Public management is often associated with the notion of proximity. Local public services, local police, local courts, local hospitals, local agents... there is a wide range of expressions of public policy and public action that refer to proximity, which is widely discussed in terms of spatial distance. For several years now, public management has been investing in the other dimensions of proximity as presented in the work of the eponymous school (Boschma, 2005; Torre and Rallet, 2005; Talbot, 2008). In France, this has been built up in the mid-1990s, with the primary objective of integrating the role of space in analysis. It is based on a renewed conception of space, which is no longer understood simply as a generator of costs, but also as a provider of resources. To do this, it deploys an analytical grid, a "grammar", that shows what connects the actors (Torre and Talbot, 2018). The in-depth transformations that public organizations are undergoing can be read from this grammar, such as the appearance of new distances, the alteration of proximities, or perhaps even in a resilience movement, the creation of new forms of proximities that, once articulated, found territories.
The spatial dimension of proximity remains more relevant than ever in the public domain. The disconnection between metropolitan areas and peri-urban and rural areas questions how to offer public services as close as possible to the citizens who need them What levers and solutions are emerging to maintain proximity? How does the supply of public services fit into the territory? Does territorial management integrate the positive and negative effects of proximity? Faced with a trend to rationalize public services, can territories maintain proximity?
In these non-spatial dimensions, the question of cognitive proximity is particularly questioned with the diffusion of semantics and practices coming from the New Public Management (NPM) trend, in which operators are struggling to find new markers. Through its capacity to bring back to the forefront the interactions between stakeholders, does proximity allow us to go beyond the NPM thesis? How do the various stakeholders understand the terms “efficiency” and “performance”? Does cognitive proximity, through its effects on interactions, lead to performance and efficiency of the public service? How do stakeholders appropriate tools and languages that belong or belonged to another universe than that of the public sector? How is a (new) cognitive proximity constructed?

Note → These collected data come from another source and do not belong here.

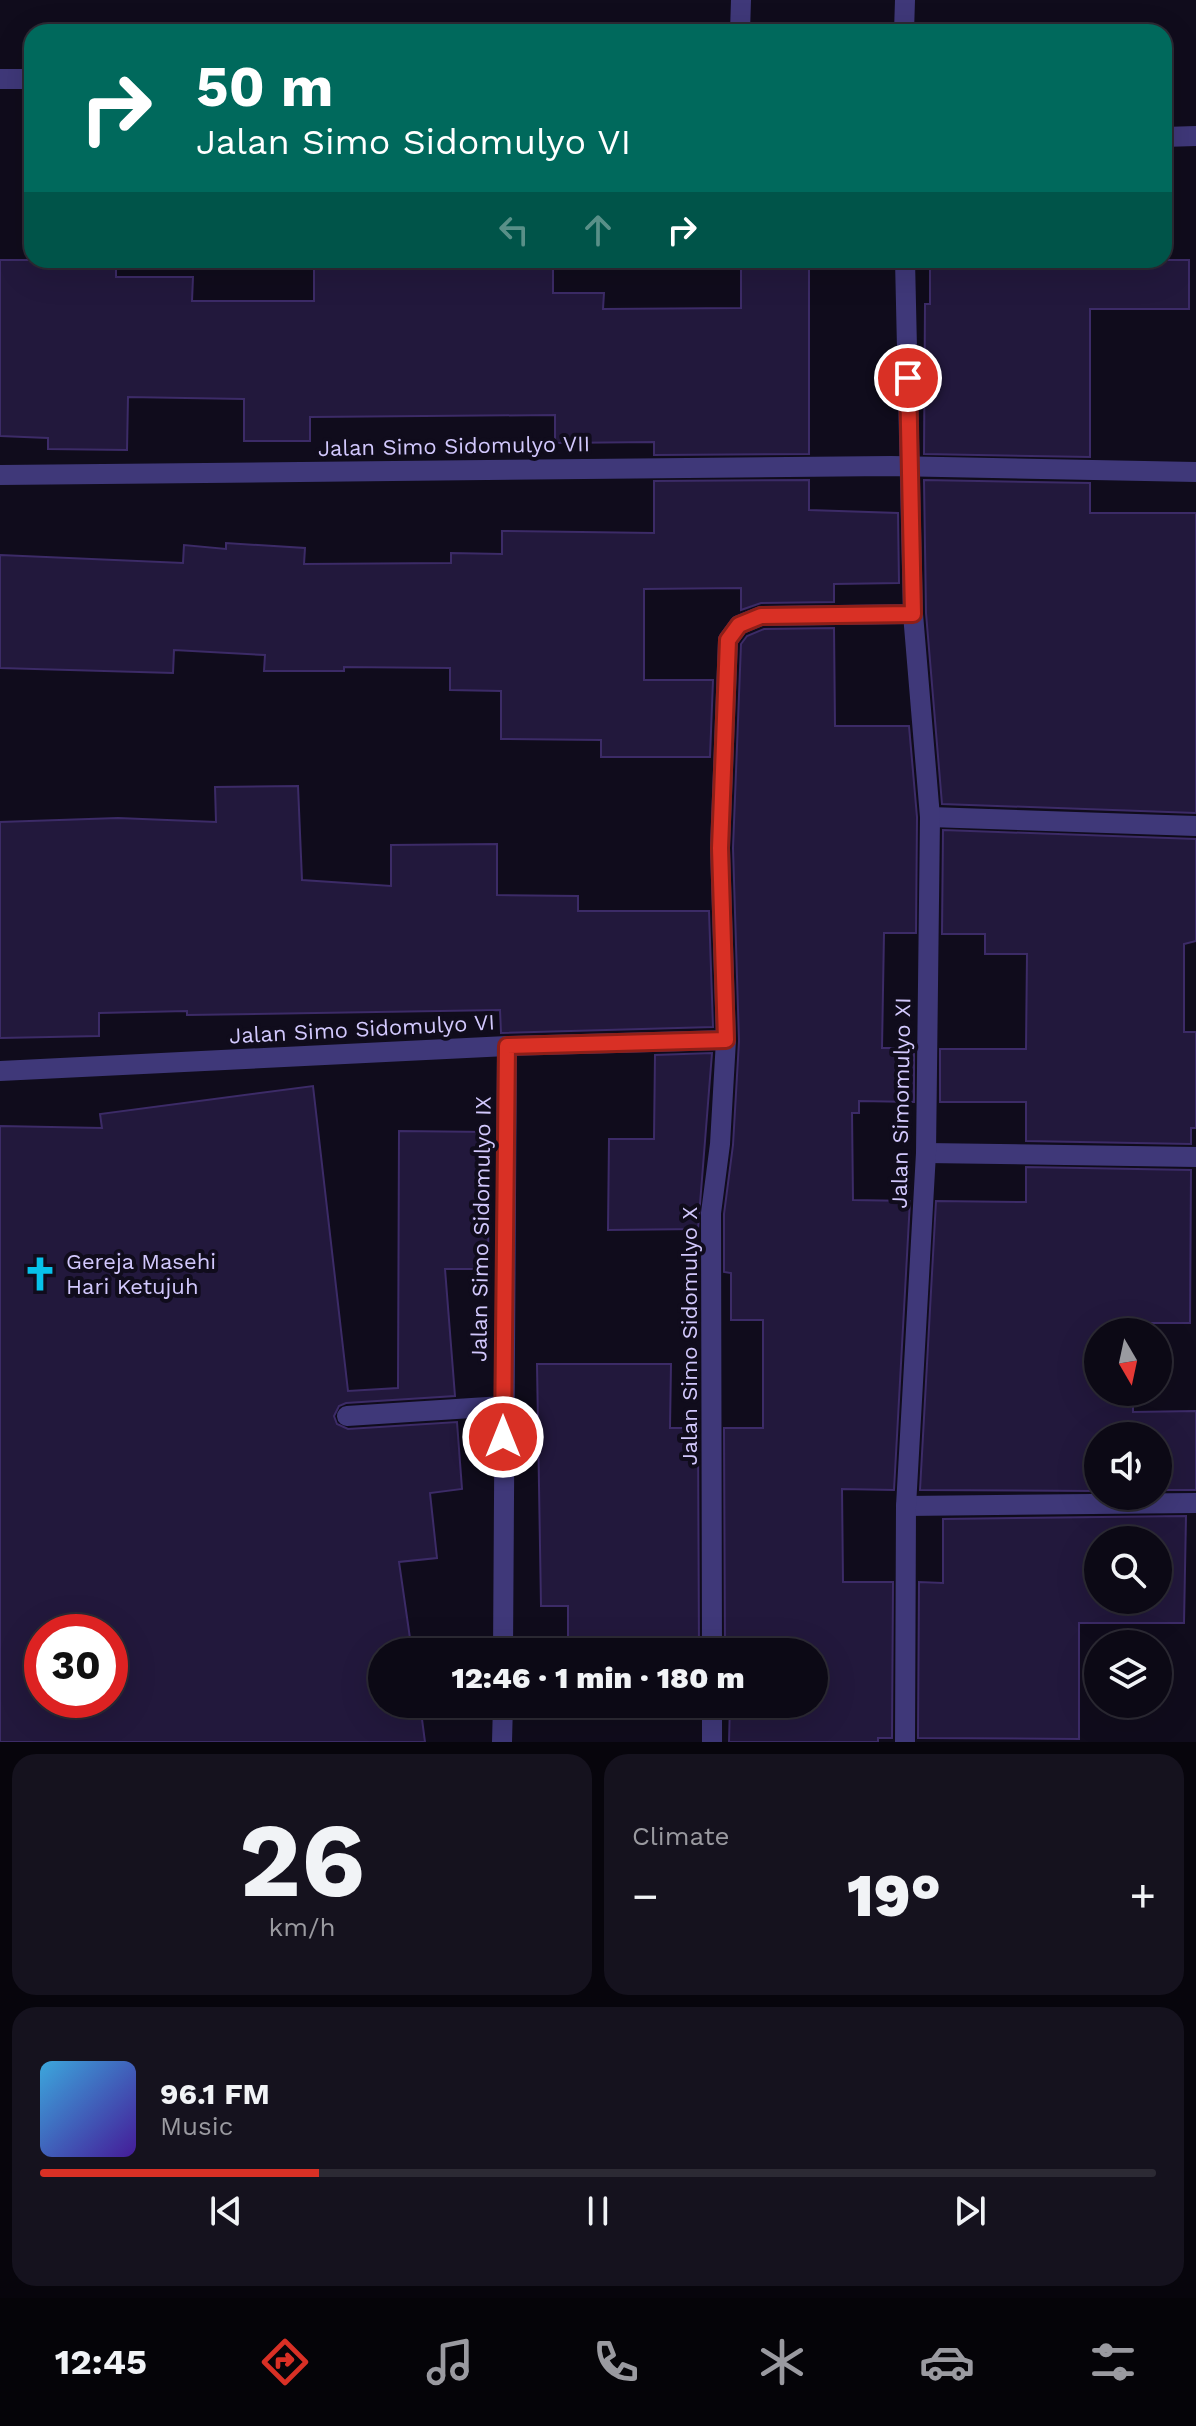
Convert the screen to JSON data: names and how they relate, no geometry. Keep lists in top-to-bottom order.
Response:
{
  "streets": {
    "street": [
      "Jalan Simo Sidomulyo VII",
      "Jalan Simo Sidomulyo VI",
      "Jalan Simomulyo XI",
      "Jalan Simo Sidomulyo IX",
      "Jalan Simo Sidomulyo X"
    ]
  },
  "crossings": [
    ["Jalan Simo Sidomulyo VII", "Jalan Simomulyo XI"],
    ["Jalan Simo Sidomulyo VI", "Jalan Simo Sidomulyo IX"],
    ["Jalan Simo Sidomulyo VI", "Jalan Simo Sidomulyo X"],
    ["Jalan Simomulyo XI", "Jalan Simo Sidomulyo X"]
  ],
  "places": {
    "church": ["Gereja Masehi Hari Ketujuh"]
  },
  "north": "bottom",
  "page": {
    "turn": ["50 m", "Jalan Simo Sidomulyo VI"],
    "limit": "30",
    "trip": "12:46 · 1 min · 180 m",
    "tile": [
      ["26", "km/h"],
      "Climate"
    ],
    "heat": ["−", "19°", "+"],
    "song": ["96.1 FM", "Music"],
    "tabs": "12:45"
  }
}
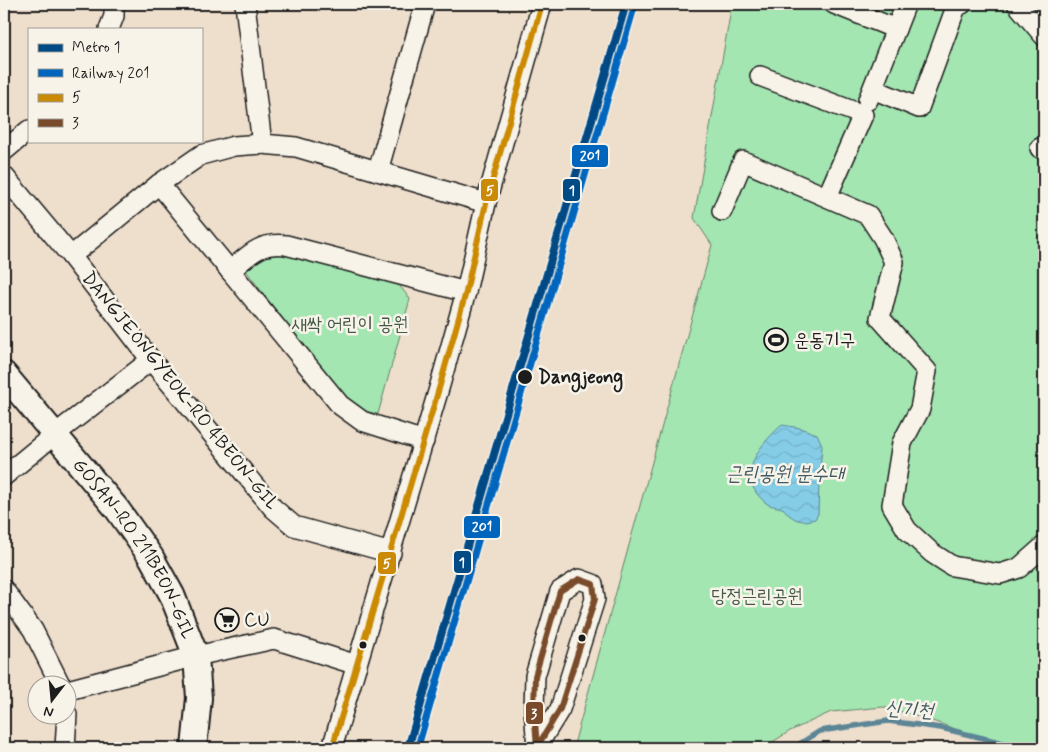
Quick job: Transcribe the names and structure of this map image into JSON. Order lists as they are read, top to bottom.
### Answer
{
  "streets": {
    "street": ["DANGJEONGYEOK-RO 4BEON-GIL", "GOSAN-RO 211BEON-GIL"]
  },
  "water": ["근린공원 분수대", "신기천"],
  "parks": ["새싹 어린이 공원", "당정근린공원"],
  "places": {
    "sports": ["운동기구"],
    "other": ["Dangjeong"],
    "supermarket": ["CU"]
  },
  "lines": [
    "metro line 1",
    "transit line 5",
    "rail line 201",
    "transit line 3"
  ],
  "legend": [
    "Metro 1",
    "Railway 201",
    "5",
    "3"
  ],
  "north": "bottom"
}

The public service culture is based on strong common values embodied by its agents. The research stream on public ethics, or the older stream of research on public service motivations, is called on more than ever to read the phenomena of de-motivation and exhaustion of public employees. Does this point to a growing institutional distance and a difficulty in maintaining institutional proximity and a foundation of shared values? How does the notion of institutional proximity renew the reading of public values or, more generally, the reading of public service culture? Can we talk about public values or "publicitude" (Bozeman, 2007) in relation to a territory? What links can be established between the notions of territories, proximity and the emergence of the theory of new public value (PVM) (Moore, 2013) or the public value perspective (PVP) (Bozeman et al., 2017)?
Reorganizations between public structures/entities and administrative services (mergers, regroupings) and public/private partnerships deserve more reinvestment in the field of organizational proximity or distance. How is proximity to users transformed between professional bodies? What forms of proximity exist or are to be developed in this territory? What are, through the prism of proximity, the territorial organizations of the future?
Finally, in its social dimension, proximity refers very directly to the management of public services. Indeed, how can we imagine a public service without social ties, interactions or even social affinities that are supposed to form the bases of trust between actors (Granovetter, 1985)? Consequently, the problem of the territorialisation of public management can find an original answer in a proximist reading. What types of territories favour social interactions and trust in public service? Do digital tools bring us closer to or further away from public services?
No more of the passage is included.